Can state employees who decline to join a union in their workplace be required to pay fees to support the union’s work? On February 26, the Supreme Court will hear arguments in Janus v. American Federation of State, County, and Municipal Employees, a case pitting the First Amendment claims of dissenting employees against the interests of public-sector unions. Mark Janus, an Illinois state employee who opposes the union, argues that a state law allowing public-sector unions to charge nonmembers fees for collective-bargaining activities violates his First Amendment rights. Were the Court to accept this argument, it would severely undermine such unions, by requiring them to provide services free of charge to any worker who says he objects to the union. Regardless of what you think about unions, such a ruling would turn First Amendment law on its head.
The American Civil Liberties Union is second to none in defending the First Amendment rights of free speech, association, and assembly. We protect the right to associate and the right not to be compelled to associate against one’s will. But state laws allowing unions to charge fees for services that they must provide to all workers does not violate anyone’s free-speech rights. Here’s why.
Over 40 years ago, in a case called Abood v. Detroit Board of Education, the Supreme Court ruled that public employees who choose not to join a union can, nonetheless, be charged an “agency fee” to cover the cost of negotiating and implementing a collective-bargaining agreement. Unions are required by law to provide these services to all employees, regardless of whether the employees are union members or not. Because the agency fees merely cover the cost of services rendered, the Court held, they do not violate the First Amendment so long as they are not expended on the union’s ideological speech. Workers can’t be compelled to join the union, or to support its non-work-related services. But they can be required to pay for the services the union is required to provide them.
That compromise, critical to the survival of public-sector unions, promotes three vital interests. It protects the associational interests of public employees who do not join a union by ensuring that they need not subsidize ideological speech with which they disagree. But at the same time, it protects the associational interests of those who do join unions by ensuring that they do not have to subsidize workplace services that benefit nonunion workers. And it protects the state’s important interest in ensuring labor peace by recognizing a single union.
The key to properly resolving this case requires recognition that the government is acting as an employer. The Supreme Court has long held that as an employer, the government has greater leeway to regulate the speech of its employees than it has to regulate the speech of ordinary citizens. This makes eminent sense. Workers can often be required to say certain things, and refrain from saying other things, as a function of their job. And this is true of government workplaces as well. The courts have not allowed workers to use the First Amendment as a wrench to throw into the government’s ability to function as an employer.

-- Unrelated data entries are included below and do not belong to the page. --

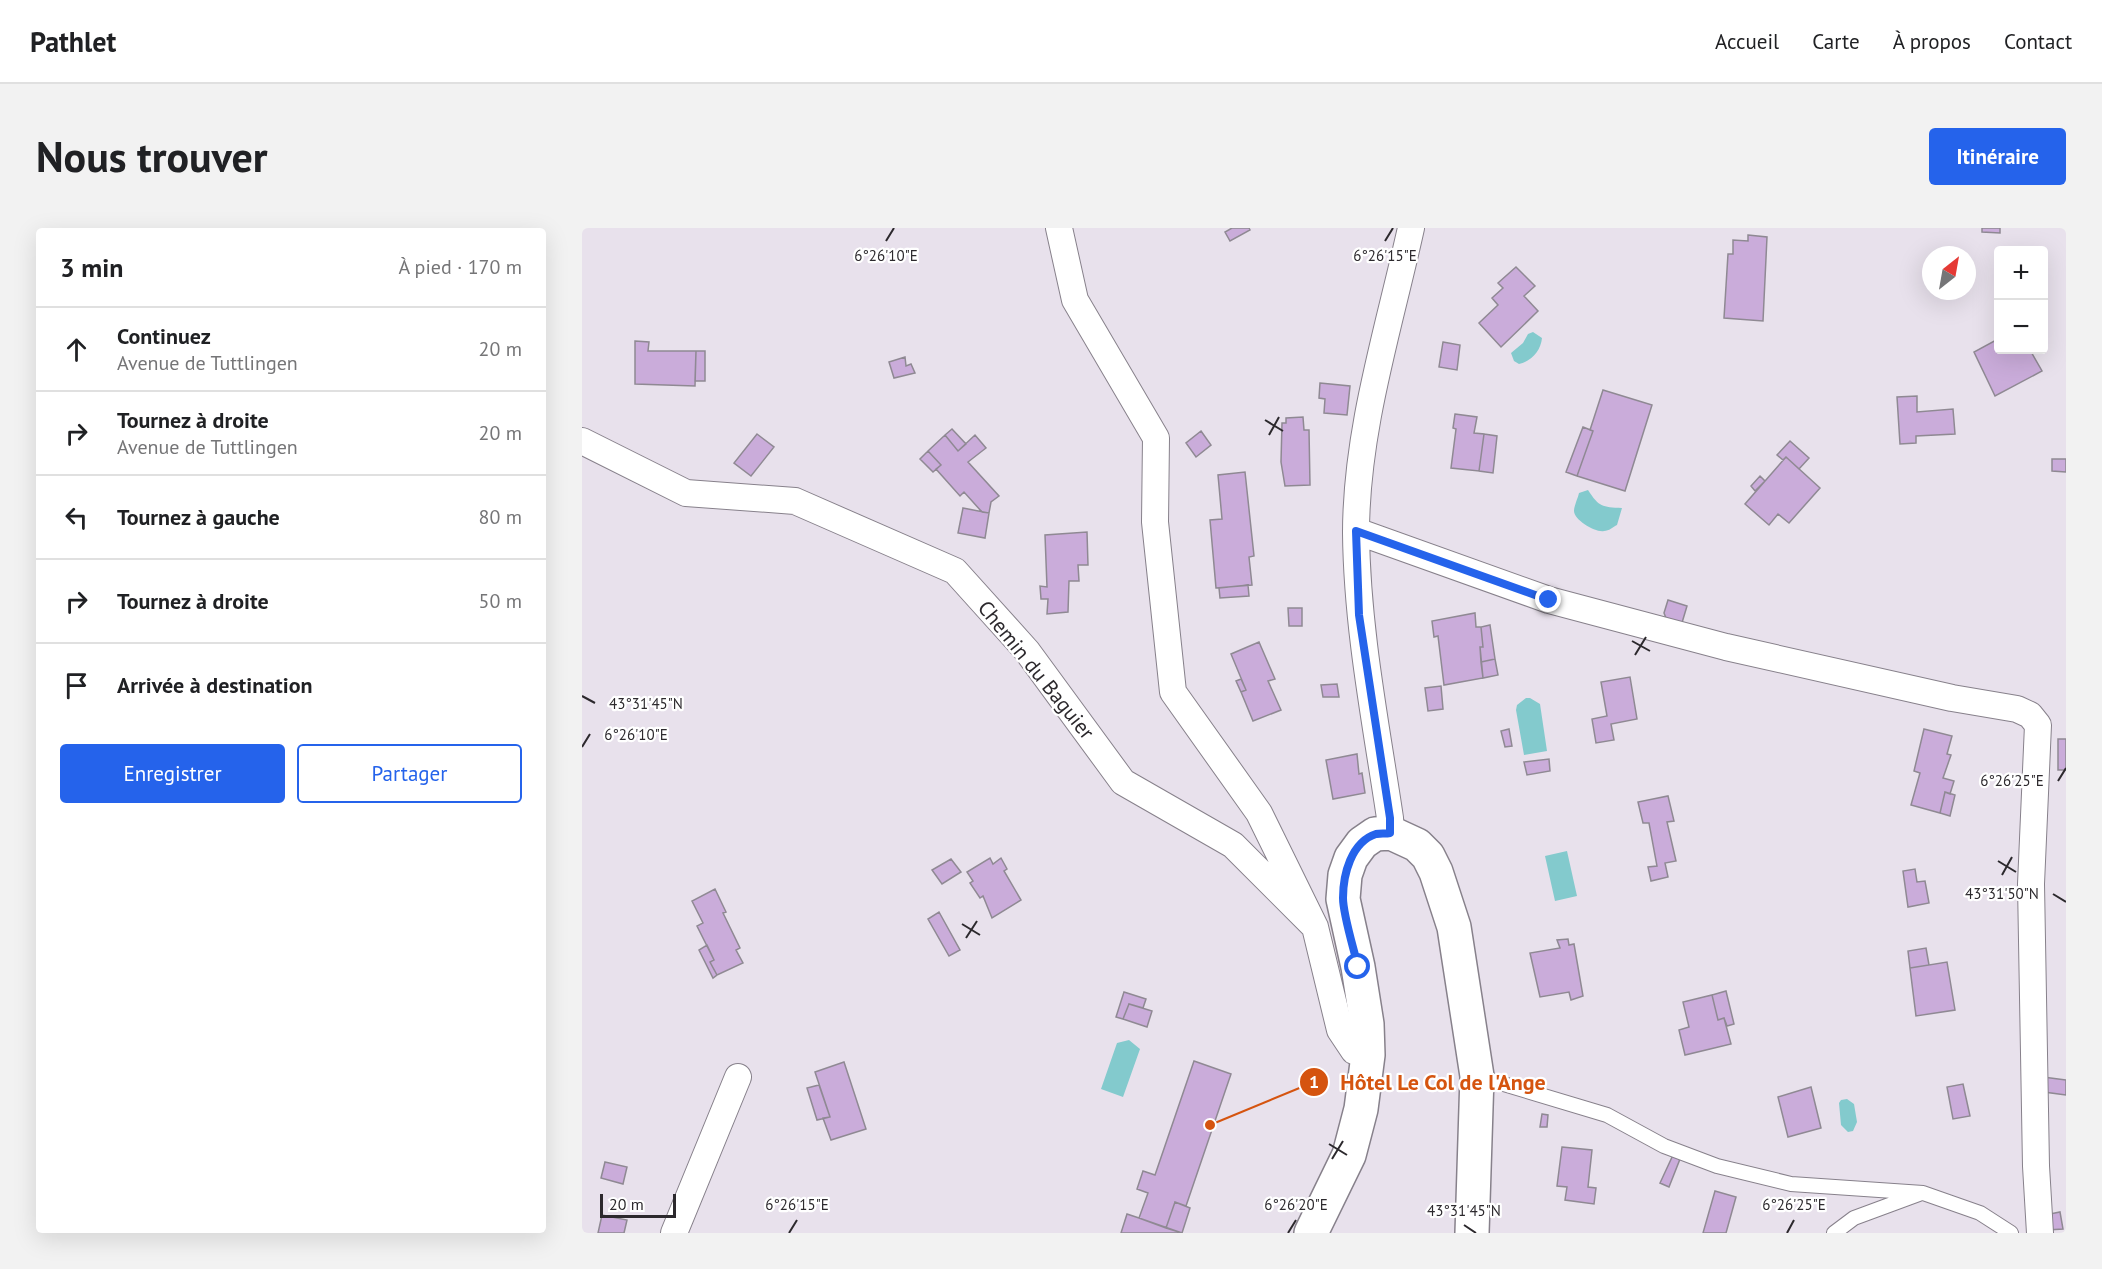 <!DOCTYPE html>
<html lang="fr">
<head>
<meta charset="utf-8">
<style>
	:root { --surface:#fff; --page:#f2f2f2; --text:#202124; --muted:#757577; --line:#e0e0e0; --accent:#2563eb }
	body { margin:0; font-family:"PT Sans",sans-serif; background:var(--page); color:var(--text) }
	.controls { position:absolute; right:18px; top:18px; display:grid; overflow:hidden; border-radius:6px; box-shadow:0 6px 24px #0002 }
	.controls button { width:54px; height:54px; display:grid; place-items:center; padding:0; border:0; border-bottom:2px solid var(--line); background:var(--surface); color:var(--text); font:30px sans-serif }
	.compass { position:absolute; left:1340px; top:18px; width:54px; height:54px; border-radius:50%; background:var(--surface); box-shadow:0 6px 24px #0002; rotate:31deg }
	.scale { position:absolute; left:18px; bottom:15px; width:76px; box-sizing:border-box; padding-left:6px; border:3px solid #2c292d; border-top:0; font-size:16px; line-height:21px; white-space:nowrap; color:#2c292d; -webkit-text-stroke:4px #fff; paint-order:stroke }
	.stop { position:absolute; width:18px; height:18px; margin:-14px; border:4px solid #2563eb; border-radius:50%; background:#fff }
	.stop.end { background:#2563eb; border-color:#fff; box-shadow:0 2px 6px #0008 }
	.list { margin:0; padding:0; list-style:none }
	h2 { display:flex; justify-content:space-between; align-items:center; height:78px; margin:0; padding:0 24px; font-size:26px }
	h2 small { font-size:20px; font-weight:400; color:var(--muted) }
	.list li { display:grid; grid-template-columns:39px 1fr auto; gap:18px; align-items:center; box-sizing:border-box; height:84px; padding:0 24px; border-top:2px solid var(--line) }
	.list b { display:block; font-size:22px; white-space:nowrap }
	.list p { margin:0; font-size:20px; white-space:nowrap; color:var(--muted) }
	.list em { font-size:20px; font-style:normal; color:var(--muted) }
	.actions { display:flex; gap:12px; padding:18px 24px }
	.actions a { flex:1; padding:14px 0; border:2px solid var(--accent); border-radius:6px; text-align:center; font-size:21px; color:var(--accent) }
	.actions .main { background:var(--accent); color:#fff }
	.icon { flex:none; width:33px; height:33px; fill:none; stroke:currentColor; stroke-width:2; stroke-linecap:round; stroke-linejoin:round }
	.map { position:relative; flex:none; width:1484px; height:1005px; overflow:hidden; border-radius:6px }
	header { display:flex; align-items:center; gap:36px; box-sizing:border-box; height:84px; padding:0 30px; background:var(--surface); border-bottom:2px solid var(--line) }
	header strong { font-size:28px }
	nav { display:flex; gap:33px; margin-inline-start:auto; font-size:21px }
	.intro { display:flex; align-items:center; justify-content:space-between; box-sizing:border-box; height:144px; padding:0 36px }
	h1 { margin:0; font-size:42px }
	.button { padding:15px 27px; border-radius:6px; background:var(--accent); color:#fff; font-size:21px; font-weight:700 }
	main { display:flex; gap:36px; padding:0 36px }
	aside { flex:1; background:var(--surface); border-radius:6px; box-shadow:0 6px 24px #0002 }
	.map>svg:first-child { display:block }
</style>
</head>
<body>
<header>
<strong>Pathlet</strong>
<nav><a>Accueil</a><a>Carte</a><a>À propos</a><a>Contact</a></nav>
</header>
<div class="intro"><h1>Nous trouver</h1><a class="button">Itinéraire</a></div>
<main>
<aside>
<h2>3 min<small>À pied · 170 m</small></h2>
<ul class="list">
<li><svg class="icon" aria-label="ahead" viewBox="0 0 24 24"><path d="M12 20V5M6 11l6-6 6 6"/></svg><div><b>Continuez</b><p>Avenue de Tuttlingen</p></div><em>20 m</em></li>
<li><svg class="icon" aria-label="right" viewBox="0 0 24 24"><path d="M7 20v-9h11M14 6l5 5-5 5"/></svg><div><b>Tournez à droite</b><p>Avenue de Tuttlingen</p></div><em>20 m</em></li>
<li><svg class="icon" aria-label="left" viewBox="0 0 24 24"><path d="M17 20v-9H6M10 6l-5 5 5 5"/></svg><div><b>Tournez à gauche</b></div><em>80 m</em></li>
<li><svg class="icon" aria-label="right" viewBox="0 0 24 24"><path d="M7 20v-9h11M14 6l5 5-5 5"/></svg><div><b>Tournez à droite</b></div><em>50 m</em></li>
<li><svg class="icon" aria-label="arrive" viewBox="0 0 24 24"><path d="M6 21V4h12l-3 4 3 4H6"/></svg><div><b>Arrivée à destination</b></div></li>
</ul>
<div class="actions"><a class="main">Enregistrer</a><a>Partager</a></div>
</aside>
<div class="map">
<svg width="1484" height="1005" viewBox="0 0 1484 1005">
	<rect width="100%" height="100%" fill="#e8e1ec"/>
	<path fill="#83cacd" d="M951 104 960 110C959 122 950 133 937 136L932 133 929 125 941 115 946 106Z
		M1006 262C1017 279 1020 279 1040 280L1035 297C1031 299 1027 303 1022 303 1014 305 992 292 992 283 992 278 996 270 997 265Z
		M944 470H948L958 476 965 523 942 527 934 482 935 477Z
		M985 623 995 668 973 673 963 628Z
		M547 812 558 821 541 869 519 861 535 815Z
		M1265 871 1272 876 1275 894 1271 903 1266 904 1259 897 1257 875 1259 872Z"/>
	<path fill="#caacda" stroke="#8f8993" stroke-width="1.5" d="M650 0H667L668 2 648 13 643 4Z
		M1400 0H1418V5L1400 4Z
		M1166 7 1185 9 1181 93 1142 90 1146 26H1151V12L1166 13Z
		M934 39 953 58 942 68 956 83 919 119 897 95 916 77 910 70 921 60 916 55Z
		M1416 111V122H1448L1460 143 1413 168 1392 124Z
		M53 113 67 114 66 123H114L113 158 53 156Z
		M861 114 878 117 875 142 857 139Z
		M114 123H123V153H113Z
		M323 129 324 138 329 136 333 145 312 150 307 134Z
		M738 155 768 158 765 187 742 185 743 171 737 170Z
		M1021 162 1070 177 1043 263 995 248 1011 203 1008 202Z
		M1335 168V184L1371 181 1373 206 1334 208V215L1318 216 1315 169Z
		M873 186 895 189 892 205 902 206 897 243 869 240 874 201 871 200Z
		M721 189 722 202H727L728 257 703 258 699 234 700 195H704V190Z
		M1001 199 1011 203 995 248 984 244Z
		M370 201 384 216 376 223 363 207Z
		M619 203 629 217 614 229 604 215Z
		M175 206 192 219 169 248 152 235Z
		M902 206 915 208 911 245 897 243Z
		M363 207 376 223 393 207 404 220 386 234 417 268 409 274 407 285 400 284 382 264 378 268 354 241 359 237 346 223Z
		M1208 213 1227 230 1217 241 1204 229 1201 232 1195 227Z
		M346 223 359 237 351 244 338 231Z
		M1204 229 1238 260 1207 295 1196 286 1187 297 1163 276Z
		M1470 231H1484V244L1470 243Z
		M663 244 672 328 667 329 670 357 634 360 628 292 640 291 636 247Z
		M1178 248 1183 253 1173 263 1169 258Z
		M381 280 407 285 403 310 376 305Z
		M505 304 506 337H496L497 353H487L486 384 465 386 466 371H459L458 358 465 359 463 307Z
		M666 357 667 368 638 370 637 360Z
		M1086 372 1105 378 1099 398 1086 395 1082 385Z
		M706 380H720V398H707Z
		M893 385 894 399H899L901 419H898L901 450 862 457 856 408 852 409 850 393Z
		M908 397 913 431 899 434 898 419H901L899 399Z
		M677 414 693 451 686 453 699 482 671 493 659 464 664 462 649 426Z
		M913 431 916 447 901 450 899 434Z
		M1048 449 1055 491 1029 496 1032 512 1014 515 1010 491 1025 488 1019 454Z
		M659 451 664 462 659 464 654 453Z
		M755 456 757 469H741L739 457Z
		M859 458 861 481 846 483 843 460Z
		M927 501 930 518 923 519 919 503Z
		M1342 501 1370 508 1365 526 1369 527 1361 550 1372 553 1368 566 1363 564 1358 585 1329 577 1338 545 1332 543Z
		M1476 511H1484V542H1476Z
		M775 526 777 546 780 545 783 565 751 571 744 532Z
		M967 531 968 543 945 547 942 534Z
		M1363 564 1373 567 1368 588 1358 585Z
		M1086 568 1092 593 1085 594 1094 633 1083 635 1086 649 1069 653 1066 639 1075 638 1067 595H1061L1056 574Z
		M408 630 411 636 419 630 425 641 422 643 439 672 410 690 401 668 398 670 388 655 391 653 385 644Z
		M369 631 379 644 360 656 350 642Z
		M1333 641 1335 654 1343 653 1347 675 1326 679 1321 643Z
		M133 661 144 684 141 685 158 720 154 722 161 735 135 747 128 734 132 732 115 698 121 695 110 673Z
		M357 684 378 722 367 728 346 691Z
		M986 711 987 717 992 716 1001 768 989 772 987 764 958 769 948 725 978 720 975 712Z
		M125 717 132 732 128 734 135 747 131 750 117 722Z
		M1344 720 1347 737 1328 740 1326 723Z
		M1365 734 1373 782 1334 788 1328 740Z
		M1144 763 1152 796 1145 798 1142 790 1136 792 1130 767Z
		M542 764 564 771 561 780 547 776 541 791 534 789Z
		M1130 767 1136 792 1142 790 1149 816 1103 827 1097 802 1107 799 1101 774Z
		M547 776 570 783 565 799 541 791Z
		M612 833 649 846 604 978 593 974 584 1000 557 990 566 965 555 961 561 943 573 947Z
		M262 834 284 901 249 912 241 890 248 889 233 844Z
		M1461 849 1484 852V867L1462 864Z
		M1381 856 1388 888 1371 891 1365 859Z
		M237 857 248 889 235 892 225 860Z
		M1229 859 1239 900 1206 909 1196 869Z
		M960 886 966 887 965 899H958Z
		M980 919 1010 922 1006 959 1014 960 1012 976 983 972 985 959 975 958Z
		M1091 927 1098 931 1087 959 1078 955Z
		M23 934 45 939 41 956 19 950Z
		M1133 963 1154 969 1144 1005H1121Z
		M593 974 608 980 600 1005 584 1000Z
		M1478 984 1481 1001 1465 1002 1463 987Z
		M545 986 557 990 600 1005H539Z
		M20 987 45 992 42 1005H16Z"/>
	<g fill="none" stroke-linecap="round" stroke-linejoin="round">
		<g stroke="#87818b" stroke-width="16">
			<path id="lane" d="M895 848 1025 887 1082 918 1135 938 1209 956 1341 965 1398 985 1429 1005
				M1252 1005 1272 990 1337 966"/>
		</g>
		<g stroke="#87818b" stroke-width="28">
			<path id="street" d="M477 0 493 72 574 210 573 294 591 464 677 585 733 699 758 802 772 823 786 827
				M0 213 104 265 213 273 373 343 445 423 541 554 651 617 733 699
				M774 303 967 372 1144 419 1370 470 1435 481 1448 487 1456 497 1449 656 1454 938 1458 1005
				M809 605 808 590C794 496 775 401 774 305 774 202 807 100 829 0
				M92 1005 156 849"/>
		</g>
		<g stroke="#87818b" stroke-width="36">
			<path id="secondary" d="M729 1005 767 927 779 881 786 827 785 796 776 739 761 671 763 647 769 630 780 615 793 606 809 605 835 617 846 628 854 644 872 699 895 848 890 1005"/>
		</g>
		<use href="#lane" stroke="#fff" stroke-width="14"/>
		<use href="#street" stroke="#fff" stroke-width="26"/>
		<use href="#secondary" stroke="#fff" stroke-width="33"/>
	</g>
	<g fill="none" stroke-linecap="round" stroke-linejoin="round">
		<path stroke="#2563eb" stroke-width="8" d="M776 739C772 721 761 687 761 670 761 647 769 614 794 606 798 605 804 606 808 605V590L777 387 774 303 967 372"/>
	</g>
	<path fill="none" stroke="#2c292d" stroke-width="2" d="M304 13 312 0M803 13 811 0M683 192 701 203M687 207 697 189M1050 413 1068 423M1053 427 1064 409M0 468 13 475M0 519 8 506M1476 553 1484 540M1416 633 1434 644M1420 647 1430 629M1471 666 1484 674M380 696 398 707M384 710 395 693M747 916 765 927M750 931 761 913M882 997 894 1005M207 1005 215 992M706 1005 714 992M1205 1005 1212 992"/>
	<g text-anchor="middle" stroke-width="4.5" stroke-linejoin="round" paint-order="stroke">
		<g font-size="21" fill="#2c292d" stroke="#fff">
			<text transform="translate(454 442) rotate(51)" y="7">Chemin du Baguier</text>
		</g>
	</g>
	<g font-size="15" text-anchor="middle" fill="#2c292d" stroke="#fff" stroke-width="4.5" stroke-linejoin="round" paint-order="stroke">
		<text x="304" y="33">6°26'10"E</text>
		<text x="803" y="33">6°26'15"E</text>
		<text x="64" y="481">43°31'45"N</text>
		<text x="54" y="512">6°26'10"E</text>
		<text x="1430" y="558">6°26'25"E</text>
		<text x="1420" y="671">43°31'50"N</text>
		<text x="215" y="982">6°26'15"E</text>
		<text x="714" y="982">6°26'20"E</text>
		<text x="1212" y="982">6°26'25"E</text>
		<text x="882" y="988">43°31'45"N</text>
	</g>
	<path fill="none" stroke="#d5540f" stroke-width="2" d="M628 897L732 854"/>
	<g fill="#d5540f" stroke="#fff" stroke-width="2">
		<circle cx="628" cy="897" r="6"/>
		<circle cx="732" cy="854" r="15"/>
	</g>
	<g font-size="18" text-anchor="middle" font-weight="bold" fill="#fff">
		<text x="732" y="860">1</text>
	</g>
	<g font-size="22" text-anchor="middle" font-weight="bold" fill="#d5540f" stroke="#fff" stroke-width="4.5" stroke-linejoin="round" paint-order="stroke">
		<text x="861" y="862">Hôtel Le Col de l'Ange</text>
	</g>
</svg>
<div class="controls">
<button>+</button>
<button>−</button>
</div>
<svg class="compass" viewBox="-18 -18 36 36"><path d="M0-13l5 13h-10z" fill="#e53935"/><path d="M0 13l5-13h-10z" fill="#757577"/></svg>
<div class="scale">20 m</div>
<div class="stop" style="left:776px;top:739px"></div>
<div class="stop end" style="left:967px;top:372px"></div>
</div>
</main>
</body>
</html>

Just as the government as employer has leeway to regulate the speech of its employees, so it should have leeway to decide that in its workplaces a single union serves the interests of efficiency and labor peace, and that all who benefit from the union’s services should pay for those services. It is not a violation of the First Amendment to disallow free riders who would have others pick up their costs. The First Amendment protects the right to speech, but not the right to get something for nothing.